# [Data records]

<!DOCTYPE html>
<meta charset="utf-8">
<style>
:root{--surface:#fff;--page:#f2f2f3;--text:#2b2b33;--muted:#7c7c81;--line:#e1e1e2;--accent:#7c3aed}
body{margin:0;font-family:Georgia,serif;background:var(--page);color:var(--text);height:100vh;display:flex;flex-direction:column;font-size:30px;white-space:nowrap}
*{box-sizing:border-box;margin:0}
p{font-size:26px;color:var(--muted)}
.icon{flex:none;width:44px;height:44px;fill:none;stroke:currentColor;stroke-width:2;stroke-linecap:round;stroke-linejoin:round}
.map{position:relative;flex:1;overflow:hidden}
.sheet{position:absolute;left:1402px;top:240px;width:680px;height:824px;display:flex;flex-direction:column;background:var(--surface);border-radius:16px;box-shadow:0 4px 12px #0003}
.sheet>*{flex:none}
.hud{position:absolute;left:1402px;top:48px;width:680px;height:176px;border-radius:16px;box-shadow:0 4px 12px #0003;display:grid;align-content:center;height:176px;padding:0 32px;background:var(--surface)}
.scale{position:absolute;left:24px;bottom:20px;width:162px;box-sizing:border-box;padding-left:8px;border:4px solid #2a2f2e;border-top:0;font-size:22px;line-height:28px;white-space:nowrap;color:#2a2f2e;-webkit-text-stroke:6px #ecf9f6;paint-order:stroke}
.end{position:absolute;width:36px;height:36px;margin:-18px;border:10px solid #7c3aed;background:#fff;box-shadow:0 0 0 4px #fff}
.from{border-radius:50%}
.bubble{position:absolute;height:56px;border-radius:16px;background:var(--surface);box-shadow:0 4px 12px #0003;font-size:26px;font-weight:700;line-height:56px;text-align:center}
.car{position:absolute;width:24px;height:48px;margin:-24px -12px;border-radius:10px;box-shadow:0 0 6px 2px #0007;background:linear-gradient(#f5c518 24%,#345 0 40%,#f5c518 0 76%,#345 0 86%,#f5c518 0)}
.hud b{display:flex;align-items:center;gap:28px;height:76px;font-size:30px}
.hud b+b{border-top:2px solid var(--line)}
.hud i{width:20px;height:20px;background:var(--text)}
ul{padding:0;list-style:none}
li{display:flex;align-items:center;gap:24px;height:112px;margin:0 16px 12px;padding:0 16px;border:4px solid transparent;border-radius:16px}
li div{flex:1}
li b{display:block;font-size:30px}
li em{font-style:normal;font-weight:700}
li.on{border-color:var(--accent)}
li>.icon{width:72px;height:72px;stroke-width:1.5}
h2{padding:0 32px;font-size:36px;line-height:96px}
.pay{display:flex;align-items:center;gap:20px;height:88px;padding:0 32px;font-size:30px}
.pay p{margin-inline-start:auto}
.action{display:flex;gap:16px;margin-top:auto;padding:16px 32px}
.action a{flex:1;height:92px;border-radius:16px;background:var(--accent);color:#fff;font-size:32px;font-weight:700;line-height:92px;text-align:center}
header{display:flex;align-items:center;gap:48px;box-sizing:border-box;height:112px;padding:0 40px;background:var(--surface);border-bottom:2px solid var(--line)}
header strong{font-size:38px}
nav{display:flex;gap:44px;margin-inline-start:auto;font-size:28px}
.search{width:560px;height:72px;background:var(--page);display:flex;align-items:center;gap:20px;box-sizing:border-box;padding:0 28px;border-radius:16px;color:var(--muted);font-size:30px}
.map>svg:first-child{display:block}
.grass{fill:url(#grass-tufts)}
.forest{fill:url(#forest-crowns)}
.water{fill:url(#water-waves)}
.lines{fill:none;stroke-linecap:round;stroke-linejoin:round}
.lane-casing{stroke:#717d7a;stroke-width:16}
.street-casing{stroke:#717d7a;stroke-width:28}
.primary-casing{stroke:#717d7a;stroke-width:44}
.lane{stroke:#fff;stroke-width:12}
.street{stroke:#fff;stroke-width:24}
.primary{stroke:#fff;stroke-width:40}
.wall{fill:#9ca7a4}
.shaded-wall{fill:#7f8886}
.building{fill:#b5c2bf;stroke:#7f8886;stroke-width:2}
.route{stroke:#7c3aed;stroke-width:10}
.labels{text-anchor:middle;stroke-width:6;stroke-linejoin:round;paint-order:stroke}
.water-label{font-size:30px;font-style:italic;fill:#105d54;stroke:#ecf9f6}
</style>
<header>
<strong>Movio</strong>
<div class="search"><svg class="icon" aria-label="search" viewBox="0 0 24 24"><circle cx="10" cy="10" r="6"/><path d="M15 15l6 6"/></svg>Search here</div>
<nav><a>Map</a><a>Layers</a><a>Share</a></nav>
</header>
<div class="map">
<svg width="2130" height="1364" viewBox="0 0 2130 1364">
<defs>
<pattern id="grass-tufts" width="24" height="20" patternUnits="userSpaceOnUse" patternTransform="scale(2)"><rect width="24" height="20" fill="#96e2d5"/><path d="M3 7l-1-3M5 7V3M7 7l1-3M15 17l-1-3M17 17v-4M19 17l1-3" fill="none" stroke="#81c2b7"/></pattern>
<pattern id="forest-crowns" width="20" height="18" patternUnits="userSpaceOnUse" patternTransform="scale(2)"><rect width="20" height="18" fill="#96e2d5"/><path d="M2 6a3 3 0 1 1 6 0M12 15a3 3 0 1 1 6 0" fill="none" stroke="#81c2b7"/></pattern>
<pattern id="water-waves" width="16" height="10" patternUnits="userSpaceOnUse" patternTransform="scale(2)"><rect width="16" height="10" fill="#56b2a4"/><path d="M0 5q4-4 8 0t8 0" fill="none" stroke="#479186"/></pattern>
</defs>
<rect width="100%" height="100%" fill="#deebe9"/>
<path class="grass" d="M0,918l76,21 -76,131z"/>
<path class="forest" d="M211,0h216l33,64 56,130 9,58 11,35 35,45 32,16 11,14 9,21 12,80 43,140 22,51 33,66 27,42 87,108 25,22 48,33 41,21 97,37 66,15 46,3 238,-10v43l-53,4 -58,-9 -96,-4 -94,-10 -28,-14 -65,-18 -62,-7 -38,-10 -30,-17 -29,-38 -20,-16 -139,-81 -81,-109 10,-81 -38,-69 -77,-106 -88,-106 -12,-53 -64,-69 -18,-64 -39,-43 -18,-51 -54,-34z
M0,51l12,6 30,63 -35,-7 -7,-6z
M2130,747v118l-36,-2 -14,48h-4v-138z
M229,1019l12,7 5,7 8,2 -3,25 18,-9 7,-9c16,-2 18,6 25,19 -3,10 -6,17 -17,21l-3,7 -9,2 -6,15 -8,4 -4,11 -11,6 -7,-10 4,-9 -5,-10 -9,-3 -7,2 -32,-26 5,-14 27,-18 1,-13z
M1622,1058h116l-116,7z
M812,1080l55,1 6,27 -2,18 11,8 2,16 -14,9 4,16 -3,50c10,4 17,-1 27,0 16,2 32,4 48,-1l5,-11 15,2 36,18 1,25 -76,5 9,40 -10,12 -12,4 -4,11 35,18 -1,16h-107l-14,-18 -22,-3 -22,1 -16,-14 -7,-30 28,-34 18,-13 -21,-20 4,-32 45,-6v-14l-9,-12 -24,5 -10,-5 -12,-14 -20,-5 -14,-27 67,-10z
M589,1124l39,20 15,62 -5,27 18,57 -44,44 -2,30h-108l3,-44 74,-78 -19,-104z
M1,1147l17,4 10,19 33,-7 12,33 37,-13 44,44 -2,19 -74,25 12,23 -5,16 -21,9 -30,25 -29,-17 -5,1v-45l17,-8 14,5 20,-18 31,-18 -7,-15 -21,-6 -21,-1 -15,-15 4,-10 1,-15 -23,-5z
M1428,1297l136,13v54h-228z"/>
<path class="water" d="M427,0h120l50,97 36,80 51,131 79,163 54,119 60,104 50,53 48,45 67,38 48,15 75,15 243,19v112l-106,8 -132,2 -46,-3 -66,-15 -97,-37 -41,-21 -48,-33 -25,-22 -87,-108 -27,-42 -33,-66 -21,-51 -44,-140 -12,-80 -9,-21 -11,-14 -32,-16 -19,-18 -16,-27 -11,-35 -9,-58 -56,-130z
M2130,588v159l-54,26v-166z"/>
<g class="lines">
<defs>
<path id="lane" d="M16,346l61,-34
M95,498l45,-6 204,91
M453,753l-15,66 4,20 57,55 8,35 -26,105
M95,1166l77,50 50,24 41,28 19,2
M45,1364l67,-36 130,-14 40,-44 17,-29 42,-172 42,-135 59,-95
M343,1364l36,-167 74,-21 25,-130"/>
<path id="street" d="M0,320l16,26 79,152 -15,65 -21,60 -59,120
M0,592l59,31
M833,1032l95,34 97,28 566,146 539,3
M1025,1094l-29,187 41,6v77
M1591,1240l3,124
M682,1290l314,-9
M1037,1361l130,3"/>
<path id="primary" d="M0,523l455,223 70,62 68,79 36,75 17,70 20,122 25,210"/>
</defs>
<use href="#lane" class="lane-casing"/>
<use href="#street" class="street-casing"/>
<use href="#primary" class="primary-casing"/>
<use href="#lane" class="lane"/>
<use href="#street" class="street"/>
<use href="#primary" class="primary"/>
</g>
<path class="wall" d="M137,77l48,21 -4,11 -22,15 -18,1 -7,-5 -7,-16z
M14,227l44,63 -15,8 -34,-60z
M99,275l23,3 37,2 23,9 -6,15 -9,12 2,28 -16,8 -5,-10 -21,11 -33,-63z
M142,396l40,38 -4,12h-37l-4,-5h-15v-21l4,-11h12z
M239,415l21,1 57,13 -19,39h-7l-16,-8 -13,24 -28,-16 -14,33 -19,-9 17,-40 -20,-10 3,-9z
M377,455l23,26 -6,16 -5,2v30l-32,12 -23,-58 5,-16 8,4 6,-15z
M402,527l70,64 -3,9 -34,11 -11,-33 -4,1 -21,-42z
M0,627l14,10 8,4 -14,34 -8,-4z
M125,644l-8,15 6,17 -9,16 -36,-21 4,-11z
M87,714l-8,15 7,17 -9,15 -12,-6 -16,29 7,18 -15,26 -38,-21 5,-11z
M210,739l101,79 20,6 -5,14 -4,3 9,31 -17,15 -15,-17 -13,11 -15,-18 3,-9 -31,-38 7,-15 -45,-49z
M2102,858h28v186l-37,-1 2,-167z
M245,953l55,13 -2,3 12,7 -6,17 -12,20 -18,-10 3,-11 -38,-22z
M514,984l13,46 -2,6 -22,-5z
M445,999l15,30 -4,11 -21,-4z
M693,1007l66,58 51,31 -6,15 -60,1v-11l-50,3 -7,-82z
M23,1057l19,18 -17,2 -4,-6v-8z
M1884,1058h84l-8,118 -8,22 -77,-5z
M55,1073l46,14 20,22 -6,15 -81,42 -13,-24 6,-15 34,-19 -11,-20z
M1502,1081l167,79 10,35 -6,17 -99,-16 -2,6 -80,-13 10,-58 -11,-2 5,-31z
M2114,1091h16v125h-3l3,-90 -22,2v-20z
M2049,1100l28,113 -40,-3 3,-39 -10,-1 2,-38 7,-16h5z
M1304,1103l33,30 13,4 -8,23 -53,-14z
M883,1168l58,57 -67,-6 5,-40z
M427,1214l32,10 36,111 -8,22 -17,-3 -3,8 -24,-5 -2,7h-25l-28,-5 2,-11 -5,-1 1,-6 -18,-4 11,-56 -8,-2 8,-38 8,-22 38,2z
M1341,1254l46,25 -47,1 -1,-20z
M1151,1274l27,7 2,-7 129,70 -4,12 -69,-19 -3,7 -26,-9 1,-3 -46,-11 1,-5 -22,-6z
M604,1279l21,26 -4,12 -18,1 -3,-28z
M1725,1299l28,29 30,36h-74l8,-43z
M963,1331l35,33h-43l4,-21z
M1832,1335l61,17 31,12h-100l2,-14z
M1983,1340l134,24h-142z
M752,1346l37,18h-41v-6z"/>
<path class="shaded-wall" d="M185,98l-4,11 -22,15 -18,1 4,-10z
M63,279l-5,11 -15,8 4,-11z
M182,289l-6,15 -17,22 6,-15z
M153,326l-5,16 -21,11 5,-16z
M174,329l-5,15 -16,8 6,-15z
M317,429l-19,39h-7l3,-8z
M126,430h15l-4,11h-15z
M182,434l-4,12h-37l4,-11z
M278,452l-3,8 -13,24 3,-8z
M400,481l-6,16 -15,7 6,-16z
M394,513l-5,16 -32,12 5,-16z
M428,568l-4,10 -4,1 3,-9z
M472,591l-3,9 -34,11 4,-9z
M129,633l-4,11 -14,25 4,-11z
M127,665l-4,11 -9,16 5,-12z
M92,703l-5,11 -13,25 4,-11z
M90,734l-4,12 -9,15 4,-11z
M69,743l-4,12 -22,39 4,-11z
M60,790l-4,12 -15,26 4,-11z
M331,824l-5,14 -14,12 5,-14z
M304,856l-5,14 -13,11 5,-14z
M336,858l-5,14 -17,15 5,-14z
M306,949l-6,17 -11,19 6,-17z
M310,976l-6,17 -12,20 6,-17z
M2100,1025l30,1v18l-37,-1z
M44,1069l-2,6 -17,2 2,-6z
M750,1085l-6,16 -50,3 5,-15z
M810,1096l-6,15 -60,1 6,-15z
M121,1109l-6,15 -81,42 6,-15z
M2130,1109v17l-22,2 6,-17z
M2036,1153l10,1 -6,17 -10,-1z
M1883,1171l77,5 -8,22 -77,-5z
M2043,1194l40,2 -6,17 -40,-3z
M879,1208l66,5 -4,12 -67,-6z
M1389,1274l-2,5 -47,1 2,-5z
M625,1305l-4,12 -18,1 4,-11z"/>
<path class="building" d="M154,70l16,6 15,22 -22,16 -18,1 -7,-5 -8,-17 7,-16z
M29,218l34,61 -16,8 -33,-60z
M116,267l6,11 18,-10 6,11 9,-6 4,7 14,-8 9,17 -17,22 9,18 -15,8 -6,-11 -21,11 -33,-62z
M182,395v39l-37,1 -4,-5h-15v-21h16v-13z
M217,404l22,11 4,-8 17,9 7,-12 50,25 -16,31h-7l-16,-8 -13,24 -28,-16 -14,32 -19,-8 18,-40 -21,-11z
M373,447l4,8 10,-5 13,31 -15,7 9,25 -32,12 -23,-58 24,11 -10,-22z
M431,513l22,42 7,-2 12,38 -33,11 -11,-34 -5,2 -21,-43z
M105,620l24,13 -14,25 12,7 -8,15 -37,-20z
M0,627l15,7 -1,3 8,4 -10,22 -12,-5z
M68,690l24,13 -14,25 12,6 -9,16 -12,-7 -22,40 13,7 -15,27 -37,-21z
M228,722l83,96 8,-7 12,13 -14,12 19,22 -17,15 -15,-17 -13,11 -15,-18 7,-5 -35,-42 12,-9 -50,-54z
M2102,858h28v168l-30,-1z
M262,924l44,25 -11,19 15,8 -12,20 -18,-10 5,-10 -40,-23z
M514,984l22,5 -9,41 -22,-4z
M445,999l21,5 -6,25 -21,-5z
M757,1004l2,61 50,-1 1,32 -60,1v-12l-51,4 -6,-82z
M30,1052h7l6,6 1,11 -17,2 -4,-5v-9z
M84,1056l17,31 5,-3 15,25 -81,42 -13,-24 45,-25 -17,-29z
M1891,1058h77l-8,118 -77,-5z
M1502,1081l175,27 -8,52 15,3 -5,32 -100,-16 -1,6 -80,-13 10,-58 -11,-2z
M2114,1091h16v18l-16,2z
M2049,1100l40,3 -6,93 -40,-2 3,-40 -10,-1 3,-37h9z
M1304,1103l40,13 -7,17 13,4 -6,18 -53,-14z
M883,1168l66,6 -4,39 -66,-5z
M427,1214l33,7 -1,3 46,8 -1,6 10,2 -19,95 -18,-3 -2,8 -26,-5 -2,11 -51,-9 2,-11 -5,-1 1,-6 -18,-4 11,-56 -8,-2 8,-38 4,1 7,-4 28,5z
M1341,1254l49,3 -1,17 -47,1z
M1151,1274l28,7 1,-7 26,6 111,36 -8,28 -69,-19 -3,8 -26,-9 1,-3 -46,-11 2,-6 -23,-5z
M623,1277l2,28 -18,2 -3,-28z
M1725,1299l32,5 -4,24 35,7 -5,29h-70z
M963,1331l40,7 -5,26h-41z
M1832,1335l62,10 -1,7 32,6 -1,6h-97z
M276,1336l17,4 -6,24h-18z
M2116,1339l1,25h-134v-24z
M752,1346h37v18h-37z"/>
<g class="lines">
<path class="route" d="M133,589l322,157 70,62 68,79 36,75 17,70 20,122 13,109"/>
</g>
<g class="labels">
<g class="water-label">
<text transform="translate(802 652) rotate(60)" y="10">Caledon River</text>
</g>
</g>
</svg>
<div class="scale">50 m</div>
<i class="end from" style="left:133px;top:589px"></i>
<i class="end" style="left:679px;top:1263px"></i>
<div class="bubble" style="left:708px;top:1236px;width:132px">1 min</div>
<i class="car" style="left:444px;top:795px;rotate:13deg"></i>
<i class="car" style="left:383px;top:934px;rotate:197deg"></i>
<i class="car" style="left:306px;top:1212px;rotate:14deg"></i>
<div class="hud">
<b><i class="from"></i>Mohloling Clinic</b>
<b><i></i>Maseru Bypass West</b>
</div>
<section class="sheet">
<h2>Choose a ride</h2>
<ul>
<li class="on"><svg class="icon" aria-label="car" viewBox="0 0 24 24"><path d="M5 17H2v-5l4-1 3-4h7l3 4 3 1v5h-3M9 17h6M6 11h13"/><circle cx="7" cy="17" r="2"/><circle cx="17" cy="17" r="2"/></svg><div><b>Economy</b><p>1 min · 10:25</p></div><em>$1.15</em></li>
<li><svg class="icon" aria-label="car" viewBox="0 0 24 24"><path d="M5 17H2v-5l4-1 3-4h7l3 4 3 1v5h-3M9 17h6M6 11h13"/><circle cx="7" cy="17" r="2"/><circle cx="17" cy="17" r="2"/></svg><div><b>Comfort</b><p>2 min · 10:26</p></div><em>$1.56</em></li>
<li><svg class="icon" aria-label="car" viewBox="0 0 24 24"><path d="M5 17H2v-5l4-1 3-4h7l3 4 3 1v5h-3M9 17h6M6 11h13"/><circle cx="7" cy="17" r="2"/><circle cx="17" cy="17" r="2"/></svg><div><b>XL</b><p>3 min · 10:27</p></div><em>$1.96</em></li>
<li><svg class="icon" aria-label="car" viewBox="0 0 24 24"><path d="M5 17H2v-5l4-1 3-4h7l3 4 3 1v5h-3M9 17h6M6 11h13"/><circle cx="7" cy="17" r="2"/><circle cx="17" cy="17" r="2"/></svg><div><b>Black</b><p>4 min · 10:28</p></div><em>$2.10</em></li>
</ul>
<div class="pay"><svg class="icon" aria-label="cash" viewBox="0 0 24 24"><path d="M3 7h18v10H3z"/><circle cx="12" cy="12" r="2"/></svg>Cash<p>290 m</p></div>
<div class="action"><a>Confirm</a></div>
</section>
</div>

# [Goal of the exercise]
The lines to copy are those above that contain the string "strong".

# [Result of the task]
header strong{font-size:38px}
<strong>Movio</strong>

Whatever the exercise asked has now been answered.